拡大 再稼働が認められた高浜原発3、4号機(手前)。安全総点検の結果を踏まえた福井県の判断が注目される 再稼働が認められた高浜原発3、4号機(手前)。安全総点検の結果を踏まえた福井県の判断が注目される


 稼働中だった関西電力高浜原発3号機(福井県高浜町)を、司法が仮処分判断で停止してから1年あまり。大阪高裁は28日、再稼働を認める判断を下した。福井、大津地裁で判断が二転三転する紆余(うよ)曲折を経たが、高裁の“お墨付き”を得たことで高浜、大飯計4基の年内再稼働が視野に入った。関電は高浜原発構内の大型クレーン倒壊事故を踏まえた安全総点検を福井県に報告後、速やかに再稼働したい考えだ。立地の高浜町と県議会が静観する構えの中、県の判断が注目される。
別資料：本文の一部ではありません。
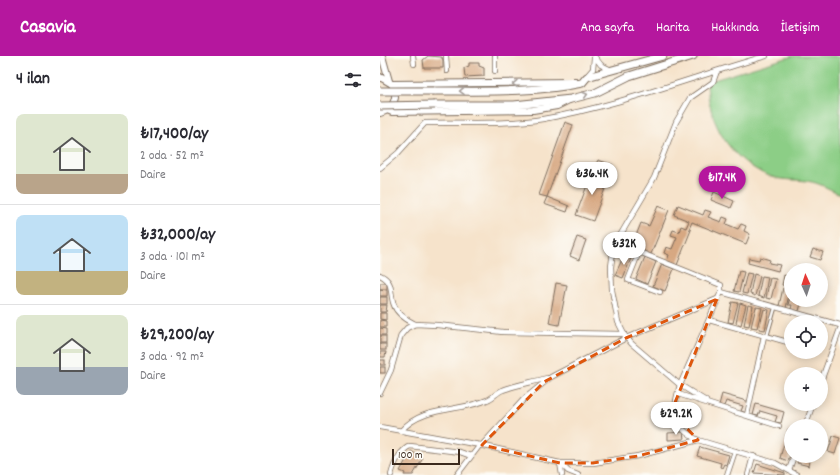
<!DOCTYPE html>
<html lang="tr">
<meta charset="utf-8">
<style>
body{margin:0;font-family:Dekko,sans-serif;background:#f2f2f3;color:#2b2b33;height:100vh;display:flex;flex-direction:column;font-size:15px;white-space:nowrap}
*{box-sizing:border-box;margin:0}
p{font-size:13px;color:#7c7c81}
.icon{flex:none;width:22px;height:22px;fill:none;stroke:currentColor;stroke-width:2;stroke-linecap:round;stroke-linejoin:round}
.map{position:relative;flex:1;overflow:hidden}
.details{display:flex;flex-direction:column;background:#fff;width:380px}
.details>*{flex:none}
.needle{width:26px;rotate:357deg}
.controls{position:absolute;left:404px;top:207px;display:grid;gap:8px}
.controls a{display:grid;place-items:center;width:44px;height:44px;border-radius:50%;background:#fff;box-shadow:0 2px 10px #0003;font-size:20px}
.scale{position:absolute;left:12px;bottom:10px;width:68px;box-sizing:border-box;padding-left:4px;border:2px solid #3b2a1e;border-top:0;font-size:11px;line-height:14px;white-space:nowrap;color:#3b2a1e;-webkit-text-stroke:3px #fdfcf7;paint-order:stroke}
.price{position:absolute;translate:-50% -34px;padding:0 9px;border-radius:14px;background:#fff;color:#222;font-size:13px;line-height:26px;filter:drop-shadow(0 1px 2px #0008)}
.price::after{content:'';position:absolute;left:50%;top:24px;width:12px;height:9px;margin-left:-6px;background:inherit;clip-path:polygon(0 0,100% 0,50% 100%)}
.price.current{background:#b5179e;color:#fff}
ul{padding:0;list-style:none}
li{display:flex;align-items:center;gap:12px;height:100px;padding:0 16px}
li+li{border-top:1px solid #e1e1e2}
li span{display:grid;place-items:center;flex:none;width:112px;height:80px;border-radius:8px;color:#555}
li>.icon{margin-inline-start:auto}
span .icon{width:48px;height:48px;fill:#fffc;stroke-width:1}
li b{font-size:17px}
h2{display:flex;justify-content:space-between;align-items:center;height:48px;padding:0 16px;font-size:17px}
header{display:flex;align-items:center;gap:24px;box-sizing:border-box;height:56px;padding:0 20px;background:#b5179e;color:#fff}
header strong{font-size:19px}
nav{display:flex;gap:22px;margin-inline-start:auto;font-size:14px}
main{display:flex;flex:1;min-height:0}
.map>svg:first-child{display:block}
</style>
<header>
<strong>Casavia</strong>
<nav><a>Ana sayfa</a><a>Harita</a><a>Hakkında</a><a>İletişim</a></nav>
</header>
<main>
<section class="details">
<h2>4 ilan<svg class="icon" aria-label="filters" viewBox="0 0 24 24"><path d="M4 7h16M4 17h16"/><circle cx="9" cy="7" r="2"/><circle cx="15" cy="17" r="2"/></svg></h2>
<ul>
<li><span style="background:linear-gradient(#dfe7d0 75%,#b9a48a 0)"><svg class="icon" aria-label="home" viewBox="0 0 24 24"><path d="M3 11l9-7 9 7M6 9v11h12V9"/></svg></span><div><b>₺17,400/ay</b><p>2 oda · 52 m²</p><p>Daire</p></div></li>
<li><span style="background:linear-gradient(#bfe0f5 70%,#c2b280 0)"><svg class="icon" aria-label="home" viewBox="0 0 24 24"><path d="M3 11l9-7 9 7M6 9v11h12V9"/></svg></span><div><b>₺32,000/ay</b><p>3 oda · 101 m²</p><p>Daire</p></div></li>
<li><span style="background:linear-gradient(#dfe7d0 65%,#9aa5b1 0)"><svg class="icon" aria-label="home" viewBox="0 0 24 24"><path d="M3 11l9-7 9 7M6 9v11h12V9"/></svg></span><div><b>₺29,200/ay</b><p>3 oda · 92 m²</p><p>Daire</p></div></li>
</ul>
</section>
<div class="map">
<svg width="460" height="419" viewBox="0 0 460 419">
<rect width="100%" height="100%" fill="#fdfcf7"/>
<filter id="ink" filterUnits="userSpaceOnUse"><feTurbulence type="fractalNoise" baseFrequency=".025" numOctaves="2"/><feDisplacementMap in="SourceGraphic" scale="8" xChannelSelector="R" yChannelSelector="G"/><feConvolveMatrix kernelMatrix="1 2 1 2 8 2 1 2 1" color-interpolation-filters="sRGB"/></filter>
<filter id="wash" filterUnits="userSpaceOnUse"><feTurbulence type="fractalNoise" baseFrequency=".012" numOctaves="4" result="noise"/><feDisplacementMap in="SourceGraphic" scale="16" xChannelSelector="R" yChannelSelector="G"/><feGaussianBlur stdDeviation="0.9" result="paint"/><feColorMatrix in="noise" values="0 0 0 0 0 0 0 0 0 0 0 0 0 0 0 0 0 1.4 0 .05"/><feComposite in="paint" operator="in"/></filter>
<g filter="url(#wash)">
<rect width="100%" height="100%" fill="#f6e3cb"/>
<path fill="#8cce86" stroke="#647c52" d="M413,0H460V138C451,134 441,128 432,126C419,123 406,125 392,121C351,106 328,68 327,26Z"/>
<g id="blocks">
<g fill="#d7a882">
<polygon points="48,0 62,1 62,3 63,3 63,12 44,12 43,4"/>
<polygon points="89,7 99,7 99,10 104,12 104,20 85,21 84,12 89,10"/>
<polygon points="185,66 193,69 167,141 189,150 187,156 164,148 167,141 159,139"/>
<polygon points="218,104 233,109 231,115 216,108"/>
<polygon points="212,116 229,122 213,165 196,159"/>
<polygon points="334,136 354,145 351,152 331,144"/>
<polygon points="298,149 323,159 325,154 331,156 328,161 341,166 343,161 348,163 346,168 358,173 361,168 366,170 364,175 370,178 366,188 312,166 309,173 311,174 297,209 287,205 289,199 284,197 286,191 292,193 297,181 291,179 293,174 299,176 301,170 306,172 309,165 294,159"/>
<polygon points="278,150 289,154 271,198 252,190 261,167 269,170"/>
<polygon points="197,181 206,184 199,204 190,200"/>
<polygon points="433,193 443,196 440,204 430,201"/>
<polygon points="245,197 252,200 243,222 235,219"/>
<polygon points="265,201 276,206 267,228 256,223"/>
<polygon points="380,201 390,204 389,207 400,209 398,215 368,207 369,202 379,204"/>
<polygon points="282,208 294,213 285,235 273,230"/>
<polygon points="359,215 364,216 359,236 354,235"/>
<polygon points="367,217 372,218 367,238 362,237"/>
<polygon points="374,218 380,220 375,240 370,238"/>
<polygon points="404,219 411,221 411,231 402,229"/>
<polygon points="382,220 388,221 384,242 378,240"/>
<polygon points="390,222 396,223 391,243 386,242"/>
<rect x="0" y="227" width="7" height="6"/>
<polygon points="176,227 187,229 179,269 169,267"/>
<polygon points="403,232 410,234 406,252 399,250"/>
<polygon points="0,233 7,234 7,240 0,240"/>
<rect x="0" y="241" width="7" height="7"/>
<polygon points="410,241 411,244 422,244 419,255 411,253 412,249 408,249"/>
<polygon points="352,246 358,247 353,267 348,266"/>
<polygon points="360,247 366,249 361,269 356,267"/>
<polygon points="0,249 7,249 6,256 0,256"/>
<polygon points="368,249 373,250 369,270 364,269"/>
<polygon points="376,251 382,252 377,272 371,271"/>
<polygon points="384,253 389,254 385,274 379,273"/>
<polygon points="0,257 6,257 6,264 0,263"/>
<polygon points="0,264 6,265 6,271 0,271"/>
<polygon points="0,272 6,273 6,279 0,279"/>
<rect x="0" y="280" width="6" height="7"/>
<rect x="0" y="288" width="6" height="6"/>
<polygon points="0,296 6,296 5,301 0,301"/>
<rect x="0" y="304" width="5" height="5"/>
<rect x="0" y="311" width="5" height="6"/>
<polygon points="342,338 370,346 367,357 361,355 363,350 346,345 344,350 339,349"/>
<polygon points="376,348 404,356 401,367 395,366 397,360 380,355 378,360 373,359"/>
<polygon points="408,373 411,374 411,396 408,405 400,402"/>
<polygon points="303,376 304,383 288,384 288,377"/>
<polygon points="453,380 460,382 455,398 448,396"/>
<polygon points="441,381 447,383 445,391 441,389"/>
<polygon points="320,391 349,399 346,409 344,408 342,412 340,411 341,407 317,400"/>
<polygon points="31,395 43,402 33,419 24,419 25,417 20,415"/>
<polygon points="419,400 425,400 424,403 430,405 429,410 417,407"/>
<polygon points="377,408 405,417 405,419 374,417"/>
</g>
</g>
</g>
<g filter="url(#ink)">
<use href="#blocks" fill-opacity="0" stroke="#7c6b5b" stroke-width="1"/>
<g fill="none" stroke-linecap="round" stroke-linejoin="round">
<g stroke="#7c6b5b" stroke-width="4.5">
<polyline id="service" points="387,280 395,252"/>
</g>
<g stroke="#7c6b5b" stroke-width="6">
<g id="minor">
<polyline points="33,0 34,8"/>
<polyline points="66,0 67,15"/>
<polyline points="115,0 115,15"/>
<polyline points="214,0 221,9 231,14"/>
<polyline points="207,20 213,13 214,2"/>
<path d="M0,112L18,97L45,67C82,66 127,69 163,63C239,50 312,21 386,0"/>
<path d="M0,219C15,226 9,237 14,249C17,258 27,264 35,268"/>
<path d="M280,236L248,224L259,196L341,229V236L300,329C292,354 291,370 318,384L395,407L417,419"/>
<polyline points="341,236 460,269"/>
<polyline points="329,264 411,287"/>
<polyline points="441,325 460,273"/>
<polyline points="0,337 11,314 21,279 27,272 35,268 57,269 123,276 244,278"/>
<polyline points="298,338 399,370"/>
<polyline points="326,345 300,329 252,288 245,280 238,266 232,234 231,211 233,195 238,183 274,122 296,66 310,42 333,26 337,15"/>
<polyline points="367,359 384,280"/>
<polyline points="425,370 433,348"/>
<polyline points="0,371 100,389 180,407 213,407 258,400 318,384"/>
<path d="M21,375C41,350 80,356 107,344C113,342 117,336 123,334C135,329 154,326 167,322"/>
<polyline points="102,389 144,343 171,321 246,282 337,243"/>
<polyline points="180,407 188,415 198,419"/>
<polyline points="180,407 182,419"/>
<polyline points="409,414 414,400"/>
<path d="M11,419C14,408 19,395 30,390L80,396L91,400"/>
<polyline points="77,419 100,389"/>
<polyline points="347,419 355,395"/>
<polyline points="368,419 373,400"/>
</g>
</g>
<g stroke="#7c6b5b" stroke-width="8">
<g id="tertiary">
<polyline points="2,0 9,25"/>
<path d="M0,21L12,28C19,40 14,53 0,57"/>
<polyline points="12,28 195,26"/>
<polyline points="7,54 12,56 153,54 177,50 191,43"/>
</g>
</g>
<g stroke="#7c6b5b" stroke-width="9">
<g id="primary">
<path d="M54,35C104,35 154,37 202,27L207,21L283,0"/>
<polyline points="55,49 134,49 191,43 215,37 249,20 313,0"/>
</g>
</g>
<use href="#service" stroke="#fff" stroke-width="2.5"/>
<use href="#minor" stroke="#fff" stroke-width="4.5"/>
<use href="#tertiary" stroke="#fff" stroke-width="6"/>
<use href="#primary" stroke="#fff" stroke-width="7"/>
<g stroke="#7c6b5b" stroke-width="9" stroke-linecap="butt">
<g id="primary-bridge">
<polyline points="0,35 54,35"/>
<polyline points="0,50 55,49"/>
</g>
</g>
<use href="#primary-bridge" stroke="#fff" stroke-width="7"/>
</g>
<defs><path id="oneway-chevron" d="M-2-3.5L2.5 0L-2 3.5" fill="none" stroke-width="1.6" stroke-linecap="round" stroke-linejoin="round"/></defs>
<g stroke="#a79f9a">
<use href="#oneway-chevron" transform="translate(135 28) rotate(179)"/>
<use href="#oneway-chevron" transform="translate(82 35) rotate(179)"/>
<use href="#oneway-chevron" transform="translate(205 39) rotate(-15)"/>
</g>
</g>
<path fill="none" stroke="#df570d" stroke-width="3" stroke-dasharray="8 5" stroke-linejoin="round" d="M337,243L294,349L297,362L318,384L258,400L213,407H180L102,389L164,326L246,282Z"/>
</svg>
<div class="controls">
<a><svg class="needle" viewBox="-14 -14 28 28"><path d="M0-13l5 13h-10z" fill="#e53935"/><path d="M0 13l5-13h-10z" fill="#7c7c81"/></svg></a>
<a><svg class="icon" aria-label="locate" viewBox="0 0 24 24"><circle cx="12" cy="12" r="6"/><path d="M12 2v4M12 18v4M2 12h4M18 12h4"/></svg></a>
<a>+</a>
<a>−</a>
</div>
<div class="scale">100 m</div>
<b class="price" style="left:212px;top:140px">₺36.4K</b>
<b class="price current" style="left:342px;top:144px">₺17.4K</b>
<b class="price" style="left:244px;top:210px">₺32K</b>
<b class="price" style="left:296px;top:380px">₺29.2K</b>
</div>
</main>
 大阪高裁の決定後、大阪市の本店で会見した岩根茂樹社長は「再稼働のスタートライン」と歓迎。時期は未定としながらも「安全最優先で、立地地域のご理解を賜りながら、再稼働に向け、準備を進める」と強調した。

 高浜3号機は新規制基準施行後、九州電力川内1、2号機(鹿児島県薩摩川内市)に次ぐ全国3基目として、2016年1月に再稼働した。しかし、発電開始からわずか39日で、大津地裁が運転差し止めを決定。全国で初めて運転中の原発が止まった。

 この1年、関電は「安全が確認されたプラントは一日も早く再稼働したい」との姿勢は一貫して変えていない。年内4基の再稼働を目指す関電にとって、高裁の判断は試金石だった。高浜3、4号機2基が動けば、1カ月当たり70億円程度の収支にプラス影響があると試算しており、電気料金引き下げを見据える。

 高浜3号機は昨年1月の再稼働時、年末年始の休みを含め燃料装荷から原子炉起動まで36日間かかった。この工程を単純に当てはめると、4月上旬に福井県が容認すれば、ゴールデンウイーク付近での再稼働が可能となる。ただ、長時間労働で社員の自殺者を出したことや働き方改革の観点で、連休中に作業するかは経営判断になるという。